Singapore closed its worst year of economic performance on an optimistic note with the economy shrinking less than expected.

Gross domestic product (GDP) contracted by 5.8 per cent last year amid disruptions from the pandemic, noted Ministry of Trade and Industry (MTI) advance estimates yesterday.

The full-year growth is an improvement on the MTI's earlier forecast of a contraction of 6.5 per cent to 6 per cent made last November and much lower than its previous estimate of a 7 per cent to 5 per cent shrinkage.

While the recession wreaked havoc across a broad swathe of the economy and wiped out thousands of jobs, Singapore's success in containing the spread of Covid-19 and the subsequent lifting of mobility restrictions in the final two quarters helped alleviate the growth slump.

If reaffirmed next month, when MTI releases its next economic survey report, the record downturn would be less than the minus 6 per cent that most private forecasters, including those at DBS Bank and OCBC Bank, had expected.

The economy shrank by 3.8 per cent year on year in the final three months of 2020 after a revised 5.6 per cent drop in the third quarter, as more coronavirus-related curbs on economic activities were lifted.

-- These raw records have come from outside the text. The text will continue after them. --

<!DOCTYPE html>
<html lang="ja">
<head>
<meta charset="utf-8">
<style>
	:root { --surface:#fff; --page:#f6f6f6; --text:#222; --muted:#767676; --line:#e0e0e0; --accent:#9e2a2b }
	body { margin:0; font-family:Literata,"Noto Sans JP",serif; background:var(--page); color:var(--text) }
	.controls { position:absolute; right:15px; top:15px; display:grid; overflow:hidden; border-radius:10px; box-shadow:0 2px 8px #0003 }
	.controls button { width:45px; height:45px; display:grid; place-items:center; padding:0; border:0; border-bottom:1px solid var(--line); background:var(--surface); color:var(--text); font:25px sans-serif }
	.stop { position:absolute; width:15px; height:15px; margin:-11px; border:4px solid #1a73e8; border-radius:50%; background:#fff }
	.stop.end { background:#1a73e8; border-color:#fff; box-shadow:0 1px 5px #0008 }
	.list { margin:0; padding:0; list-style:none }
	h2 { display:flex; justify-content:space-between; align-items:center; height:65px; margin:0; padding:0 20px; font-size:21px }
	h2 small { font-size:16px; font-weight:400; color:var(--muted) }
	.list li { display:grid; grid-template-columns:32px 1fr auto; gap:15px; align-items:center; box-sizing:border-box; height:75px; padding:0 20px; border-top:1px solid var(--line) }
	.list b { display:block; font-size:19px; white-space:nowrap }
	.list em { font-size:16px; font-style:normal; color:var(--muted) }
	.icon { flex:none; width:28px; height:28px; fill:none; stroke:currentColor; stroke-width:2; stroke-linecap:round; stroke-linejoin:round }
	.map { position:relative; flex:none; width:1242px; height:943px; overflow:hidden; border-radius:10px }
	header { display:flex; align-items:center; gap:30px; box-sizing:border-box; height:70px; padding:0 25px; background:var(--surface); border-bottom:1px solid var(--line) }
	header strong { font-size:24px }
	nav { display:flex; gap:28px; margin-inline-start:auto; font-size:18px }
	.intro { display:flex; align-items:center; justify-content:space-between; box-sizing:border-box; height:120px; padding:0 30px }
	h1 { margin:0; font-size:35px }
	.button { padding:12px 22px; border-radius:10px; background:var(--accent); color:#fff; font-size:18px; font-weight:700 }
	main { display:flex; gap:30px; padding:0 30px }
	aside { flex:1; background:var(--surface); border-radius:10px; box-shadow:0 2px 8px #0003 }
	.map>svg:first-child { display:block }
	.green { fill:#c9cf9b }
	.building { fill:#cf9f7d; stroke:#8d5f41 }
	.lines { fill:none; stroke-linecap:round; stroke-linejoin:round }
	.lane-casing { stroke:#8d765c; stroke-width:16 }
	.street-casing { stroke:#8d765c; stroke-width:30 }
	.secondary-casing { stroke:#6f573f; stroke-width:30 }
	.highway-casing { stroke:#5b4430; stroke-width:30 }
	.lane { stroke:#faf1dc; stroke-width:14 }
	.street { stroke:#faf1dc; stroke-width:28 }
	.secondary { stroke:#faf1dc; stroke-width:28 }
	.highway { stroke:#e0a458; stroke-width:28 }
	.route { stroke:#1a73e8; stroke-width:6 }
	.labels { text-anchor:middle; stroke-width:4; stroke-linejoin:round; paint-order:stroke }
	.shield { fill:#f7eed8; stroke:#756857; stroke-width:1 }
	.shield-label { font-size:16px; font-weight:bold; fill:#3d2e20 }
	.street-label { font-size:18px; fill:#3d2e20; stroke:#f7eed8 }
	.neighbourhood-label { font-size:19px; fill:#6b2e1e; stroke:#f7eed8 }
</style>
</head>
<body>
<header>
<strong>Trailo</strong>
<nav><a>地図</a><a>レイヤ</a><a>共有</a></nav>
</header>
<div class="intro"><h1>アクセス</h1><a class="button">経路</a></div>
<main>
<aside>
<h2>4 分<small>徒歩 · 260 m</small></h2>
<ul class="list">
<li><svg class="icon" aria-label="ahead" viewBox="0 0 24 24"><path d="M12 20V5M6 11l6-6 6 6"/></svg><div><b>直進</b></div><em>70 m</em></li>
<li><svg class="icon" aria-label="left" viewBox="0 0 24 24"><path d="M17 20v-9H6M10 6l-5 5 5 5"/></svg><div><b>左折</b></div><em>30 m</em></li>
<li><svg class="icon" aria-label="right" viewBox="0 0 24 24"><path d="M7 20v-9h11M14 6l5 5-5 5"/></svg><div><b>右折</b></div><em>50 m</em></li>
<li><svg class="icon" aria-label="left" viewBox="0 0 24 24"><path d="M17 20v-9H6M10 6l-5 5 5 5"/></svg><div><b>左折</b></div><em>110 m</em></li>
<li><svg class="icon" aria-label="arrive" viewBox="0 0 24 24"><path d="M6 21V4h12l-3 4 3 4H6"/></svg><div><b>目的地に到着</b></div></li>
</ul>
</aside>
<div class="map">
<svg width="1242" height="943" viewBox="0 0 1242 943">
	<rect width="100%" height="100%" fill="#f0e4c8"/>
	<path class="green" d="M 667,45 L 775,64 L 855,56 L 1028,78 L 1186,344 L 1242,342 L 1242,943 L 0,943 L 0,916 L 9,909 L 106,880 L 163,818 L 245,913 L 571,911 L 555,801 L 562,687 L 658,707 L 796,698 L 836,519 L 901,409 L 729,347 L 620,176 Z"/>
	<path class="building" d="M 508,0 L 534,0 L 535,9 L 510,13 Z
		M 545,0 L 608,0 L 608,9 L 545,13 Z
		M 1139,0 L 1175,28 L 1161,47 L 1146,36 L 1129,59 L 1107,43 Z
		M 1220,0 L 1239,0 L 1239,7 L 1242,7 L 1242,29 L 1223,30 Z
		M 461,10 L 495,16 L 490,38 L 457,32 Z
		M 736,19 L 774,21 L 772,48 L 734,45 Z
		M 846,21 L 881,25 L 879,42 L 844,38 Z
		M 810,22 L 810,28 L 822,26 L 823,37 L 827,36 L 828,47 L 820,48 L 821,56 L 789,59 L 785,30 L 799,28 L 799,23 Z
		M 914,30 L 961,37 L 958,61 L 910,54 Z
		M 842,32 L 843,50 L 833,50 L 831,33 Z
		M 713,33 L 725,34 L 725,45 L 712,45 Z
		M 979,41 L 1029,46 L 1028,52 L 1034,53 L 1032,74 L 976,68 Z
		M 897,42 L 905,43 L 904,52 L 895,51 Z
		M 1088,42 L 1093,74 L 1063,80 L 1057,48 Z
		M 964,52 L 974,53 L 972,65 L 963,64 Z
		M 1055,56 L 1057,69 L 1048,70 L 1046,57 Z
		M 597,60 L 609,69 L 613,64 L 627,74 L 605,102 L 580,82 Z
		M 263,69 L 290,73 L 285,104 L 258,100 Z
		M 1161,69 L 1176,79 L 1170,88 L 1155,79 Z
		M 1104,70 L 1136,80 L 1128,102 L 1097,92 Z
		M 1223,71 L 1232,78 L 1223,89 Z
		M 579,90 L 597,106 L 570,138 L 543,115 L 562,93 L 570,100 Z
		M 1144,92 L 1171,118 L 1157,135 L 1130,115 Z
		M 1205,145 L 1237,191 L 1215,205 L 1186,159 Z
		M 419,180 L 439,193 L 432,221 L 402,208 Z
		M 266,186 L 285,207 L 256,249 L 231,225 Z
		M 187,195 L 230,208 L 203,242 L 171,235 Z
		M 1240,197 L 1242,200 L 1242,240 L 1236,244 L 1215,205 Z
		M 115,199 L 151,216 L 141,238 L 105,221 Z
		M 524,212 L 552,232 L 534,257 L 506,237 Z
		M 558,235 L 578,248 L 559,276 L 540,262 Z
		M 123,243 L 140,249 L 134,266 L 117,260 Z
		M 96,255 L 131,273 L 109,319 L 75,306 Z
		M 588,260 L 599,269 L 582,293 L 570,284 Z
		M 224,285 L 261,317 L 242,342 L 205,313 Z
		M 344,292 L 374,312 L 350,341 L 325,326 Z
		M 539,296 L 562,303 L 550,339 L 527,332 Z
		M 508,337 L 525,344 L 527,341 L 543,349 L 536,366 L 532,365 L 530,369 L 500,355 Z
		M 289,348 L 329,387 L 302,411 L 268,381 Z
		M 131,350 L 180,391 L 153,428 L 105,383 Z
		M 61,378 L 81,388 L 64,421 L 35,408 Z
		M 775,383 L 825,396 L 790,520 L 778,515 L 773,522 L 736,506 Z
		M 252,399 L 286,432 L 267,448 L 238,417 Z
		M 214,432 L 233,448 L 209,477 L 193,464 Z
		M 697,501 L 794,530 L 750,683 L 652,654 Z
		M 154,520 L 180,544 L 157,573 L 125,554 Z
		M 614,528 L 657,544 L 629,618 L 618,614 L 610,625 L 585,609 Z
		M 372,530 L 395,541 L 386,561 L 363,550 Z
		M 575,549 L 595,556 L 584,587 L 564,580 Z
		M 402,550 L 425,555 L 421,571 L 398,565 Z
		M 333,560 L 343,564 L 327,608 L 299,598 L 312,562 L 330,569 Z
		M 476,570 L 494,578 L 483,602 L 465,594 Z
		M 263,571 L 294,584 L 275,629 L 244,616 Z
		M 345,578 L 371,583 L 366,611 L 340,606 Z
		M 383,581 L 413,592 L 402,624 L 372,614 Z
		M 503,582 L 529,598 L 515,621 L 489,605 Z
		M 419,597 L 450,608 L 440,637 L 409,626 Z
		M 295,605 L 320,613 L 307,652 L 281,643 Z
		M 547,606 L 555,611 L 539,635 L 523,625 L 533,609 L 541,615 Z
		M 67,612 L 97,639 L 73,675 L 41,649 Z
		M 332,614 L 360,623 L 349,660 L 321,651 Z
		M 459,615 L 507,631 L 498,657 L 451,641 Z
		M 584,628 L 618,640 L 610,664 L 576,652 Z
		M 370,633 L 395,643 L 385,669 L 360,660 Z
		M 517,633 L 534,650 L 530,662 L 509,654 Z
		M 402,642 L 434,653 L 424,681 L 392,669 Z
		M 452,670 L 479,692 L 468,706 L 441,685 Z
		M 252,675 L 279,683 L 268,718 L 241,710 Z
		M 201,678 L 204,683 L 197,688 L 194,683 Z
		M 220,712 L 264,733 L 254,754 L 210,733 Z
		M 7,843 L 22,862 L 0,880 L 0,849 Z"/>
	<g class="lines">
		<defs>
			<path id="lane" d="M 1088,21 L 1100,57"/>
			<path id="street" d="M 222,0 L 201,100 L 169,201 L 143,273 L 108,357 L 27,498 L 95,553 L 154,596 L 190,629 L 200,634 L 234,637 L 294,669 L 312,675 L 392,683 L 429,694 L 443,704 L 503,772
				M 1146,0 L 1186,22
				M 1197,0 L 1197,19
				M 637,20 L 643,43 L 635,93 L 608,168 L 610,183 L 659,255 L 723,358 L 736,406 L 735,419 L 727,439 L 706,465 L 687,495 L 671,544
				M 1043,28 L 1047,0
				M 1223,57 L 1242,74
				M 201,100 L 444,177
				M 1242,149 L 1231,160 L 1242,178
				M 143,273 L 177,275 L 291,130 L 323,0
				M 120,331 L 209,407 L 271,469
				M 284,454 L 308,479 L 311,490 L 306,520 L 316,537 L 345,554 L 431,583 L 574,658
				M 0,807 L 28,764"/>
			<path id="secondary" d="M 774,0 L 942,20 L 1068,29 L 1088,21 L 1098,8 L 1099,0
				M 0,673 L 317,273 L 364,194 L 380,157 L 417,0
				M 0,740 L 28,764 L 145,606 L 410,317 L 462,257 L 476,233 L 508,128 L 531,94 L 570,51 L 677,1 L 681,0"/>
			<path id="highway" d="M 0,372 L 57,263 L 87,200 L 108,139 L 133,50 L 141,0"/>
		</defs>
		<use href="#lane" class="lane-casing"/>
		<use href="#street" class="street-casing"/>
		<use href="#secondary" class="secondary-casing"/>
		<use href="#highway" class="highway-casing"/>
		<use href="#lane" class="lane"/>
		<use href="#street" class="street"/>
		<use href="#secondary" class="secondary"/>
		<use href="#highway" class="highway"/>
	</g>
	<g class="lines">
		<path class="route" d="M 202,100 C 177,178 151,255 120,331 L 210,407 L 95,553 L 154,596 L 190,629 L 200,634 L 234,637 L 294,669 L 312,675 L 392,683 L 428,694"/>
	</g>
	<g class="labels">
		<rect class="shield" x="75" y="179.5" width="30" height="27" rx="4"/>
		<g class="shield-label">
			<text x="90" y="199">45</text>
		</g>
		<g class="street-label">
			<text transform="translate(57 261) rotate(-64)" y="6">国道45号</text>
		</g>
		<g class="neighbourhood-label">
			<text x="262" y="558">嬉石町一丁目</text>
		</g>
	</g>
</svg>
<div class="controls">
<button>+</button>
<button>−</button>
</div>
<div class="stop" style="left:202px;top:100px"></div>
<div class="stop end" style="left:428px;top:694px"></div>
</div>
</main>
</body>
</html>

The GDP contracted by 0.2 per cent in the first quarter and by a historic 13.4 per cent in the second quarter.

MTI's fourth-quarter estimate is more positive than the median forecast of a 4.5 per cent year-on-year drop by economists in a Reuters poll.

Mr Jeff Ng, senior treasury strategist at HL Bank, said the better-than-expected fourth-quarter performance reflects Singapore's success in containing Covid-19 cases, which in turn enabled economic activity to improve from the previous quarter.

The economy grew 2.1 per cent on a quarter-on-quarter seasonally adjusted basis, following the 9.5 per cent expansion in the third quarter.

This was bolstered by the phased resumption of activities following the April-to-June circuit breaker period and the rebound in major economies during the quarter as they emerged from their lockdowns.